[[ DATA open ]]

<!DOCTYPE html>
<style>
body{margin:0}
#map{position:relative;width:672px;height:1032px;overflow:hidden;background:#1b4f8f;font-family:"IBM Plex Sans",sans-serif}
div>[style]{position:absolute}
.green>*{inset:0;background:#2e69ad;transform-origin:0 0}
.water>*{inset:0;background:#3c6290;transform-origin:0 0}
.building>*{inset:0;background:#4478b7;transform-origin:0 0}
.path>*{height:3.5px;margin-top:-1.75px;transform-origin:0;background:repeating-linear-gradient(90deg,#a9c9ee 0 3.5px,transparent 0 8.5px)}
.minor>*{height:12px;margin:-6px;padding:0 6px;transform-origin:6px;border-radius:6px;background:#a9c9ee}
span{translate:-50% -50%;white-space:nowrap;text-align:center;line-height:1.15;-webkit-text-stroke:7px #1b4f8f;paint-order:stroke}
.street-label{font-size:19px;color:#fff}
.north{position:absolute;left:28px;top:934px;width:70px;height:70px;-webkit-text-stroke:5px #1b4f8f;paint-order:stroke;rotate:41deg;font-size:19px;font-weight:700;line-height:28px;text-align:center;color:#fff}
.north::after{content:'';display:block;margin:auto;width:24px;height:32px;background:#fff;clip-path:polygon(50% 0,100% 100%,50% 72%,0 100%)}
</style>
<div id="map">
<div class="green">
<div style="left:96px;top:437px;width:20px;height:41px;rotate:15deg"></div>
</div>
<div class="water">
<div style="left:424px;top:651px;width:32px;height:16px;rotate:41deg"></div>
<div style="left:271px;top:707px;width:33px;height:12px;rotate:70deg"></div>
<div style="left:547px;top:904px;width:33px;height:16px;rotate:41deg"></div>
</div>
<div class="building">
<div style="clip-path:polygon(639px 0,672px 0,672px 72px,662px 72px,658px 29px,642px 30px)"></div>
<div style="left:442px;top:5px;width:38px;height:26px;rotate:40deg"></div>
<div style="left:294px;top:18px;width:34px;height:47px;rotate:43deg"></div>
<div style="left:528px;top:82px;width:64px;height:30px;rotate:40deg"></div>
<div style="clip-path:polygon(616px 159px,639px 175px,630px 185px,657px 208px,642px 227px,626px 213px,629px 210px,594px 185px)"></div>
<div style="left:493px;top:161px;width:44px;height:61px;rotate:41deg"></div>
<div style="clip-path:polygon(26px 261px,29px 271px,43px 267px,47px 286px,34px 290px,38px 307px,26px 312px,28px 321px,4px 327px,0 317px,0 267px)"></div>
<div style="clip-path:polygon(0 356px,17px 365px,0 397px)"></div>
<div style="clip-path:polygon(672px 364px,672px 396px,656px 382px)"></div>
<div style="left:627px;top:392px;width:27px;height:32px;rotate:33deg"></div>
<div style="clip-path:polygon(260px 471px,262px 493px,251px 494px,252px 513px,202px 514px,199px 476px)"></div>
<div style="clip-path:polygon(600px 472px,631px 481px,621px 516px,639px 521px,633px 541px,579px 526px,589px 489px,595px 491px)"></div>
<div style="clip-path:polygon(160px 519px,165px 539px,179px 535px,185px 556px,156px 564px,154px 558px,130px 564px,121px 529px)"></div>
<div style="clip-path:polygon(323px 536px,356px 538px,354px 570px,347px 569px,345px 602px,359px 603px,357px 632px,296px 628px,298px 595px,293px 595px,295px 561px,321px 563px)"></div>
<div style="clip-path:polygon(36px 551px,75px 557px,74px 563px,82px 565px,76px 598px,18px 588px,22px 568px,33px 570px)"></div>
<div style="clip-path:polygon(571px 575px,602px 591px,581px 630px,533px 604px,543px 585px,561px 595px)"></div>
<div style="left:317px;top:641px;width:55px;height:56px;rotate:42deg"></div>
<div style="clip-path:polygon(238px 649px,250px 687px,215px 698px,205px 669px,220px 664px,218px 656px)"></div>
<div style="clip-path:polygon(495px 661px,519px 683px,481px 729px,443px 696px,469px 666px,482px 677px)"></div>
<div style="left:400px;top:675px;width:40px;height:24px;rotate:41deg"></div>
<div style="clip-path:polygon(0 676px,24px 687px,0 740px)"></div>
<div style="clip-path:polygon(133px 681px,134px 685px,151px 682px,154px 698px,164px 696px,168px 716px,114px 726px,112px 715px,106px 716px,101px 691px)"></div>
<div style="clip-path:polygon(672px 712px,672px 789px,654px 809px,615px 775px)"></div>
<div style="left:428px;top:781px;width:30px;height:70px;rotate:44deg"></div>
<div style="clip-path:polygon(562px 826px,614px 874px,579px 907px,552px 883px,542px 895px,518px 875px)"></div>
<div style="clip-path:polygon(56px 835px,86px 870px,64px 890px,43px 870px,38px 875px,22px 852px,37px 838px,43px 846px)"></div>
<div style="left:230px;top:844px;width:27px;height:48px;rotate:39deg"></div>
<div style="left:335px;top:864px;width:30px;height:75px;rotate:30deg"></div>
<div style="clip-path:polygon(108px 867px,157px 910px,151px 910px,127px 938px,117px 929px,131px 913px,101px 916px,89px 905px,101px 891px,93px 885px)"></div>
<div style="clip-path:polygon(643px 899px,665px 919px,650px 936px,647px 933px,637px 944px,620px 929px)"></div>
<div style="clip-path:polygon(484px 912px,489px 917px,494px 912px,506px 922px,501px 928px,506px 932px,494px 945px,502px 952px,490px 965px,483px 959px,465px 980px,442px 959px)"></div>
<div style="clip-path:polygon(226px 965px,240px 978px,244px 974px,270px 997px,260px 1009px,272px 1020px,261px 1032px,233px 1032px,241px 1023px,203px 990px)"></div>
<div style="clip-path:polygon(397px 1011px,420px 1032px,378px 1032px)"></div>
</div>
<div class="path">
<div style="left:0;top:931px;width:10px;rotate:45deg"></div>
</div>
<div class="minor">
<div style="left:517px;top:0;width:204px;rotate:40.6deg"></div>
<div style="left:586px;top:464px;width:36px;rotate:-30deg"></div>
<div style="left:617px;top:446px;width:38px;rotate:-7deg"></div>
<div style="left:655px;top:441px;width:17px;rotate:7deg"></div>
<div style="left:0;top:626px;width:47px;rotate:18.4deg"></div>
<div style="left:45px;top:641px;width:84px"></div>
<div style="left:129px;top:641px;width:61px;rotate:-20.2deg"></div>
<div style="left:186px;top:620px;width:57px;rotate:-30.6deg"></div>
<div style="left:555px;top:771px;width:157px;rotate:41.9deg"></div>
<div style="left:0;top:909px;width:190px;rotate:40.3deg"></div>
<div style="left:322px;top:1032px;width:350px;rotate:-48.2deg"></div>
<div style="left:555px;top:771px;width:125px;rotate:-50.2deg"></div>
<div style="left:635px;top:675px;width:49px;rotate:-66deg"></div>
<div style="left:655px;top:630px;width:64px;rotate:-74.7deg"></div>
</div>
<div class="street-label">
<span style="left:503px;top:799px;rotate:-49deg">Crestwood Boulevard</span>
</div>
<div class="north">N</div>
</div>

[[ DATA closed ]]

_AIM OF THE TASK_
Please output an exact copy of the lines above, from the opening line of the data down to the line that contains "0 3.5px,transparent 0".

_RESULT BELOW_
<!DOCTYPE html>
<style>
body{margin:0}
#map{position:relative;width:672px;height:1032px;overflow:hidden;background:#1b4f8f;font-family:"IBM Plex Sans",sans-serif}
div>[style]{position:absolute}
.green>*{inset:0;background:#2e69ad;transform-origin:0 0}
.water>*{inset:0;background:#3c6290;transform-origin:0 0}
.building>*{inset:0;background:#4478b7;transform-origin:0 0}
.path>*{height:3.5px;margin-top:-1.75px;transform-origin:0;background:repeating-linear-gradient(90deg,#a9c9ee 0 3.5px,transparent 0 8.5px)}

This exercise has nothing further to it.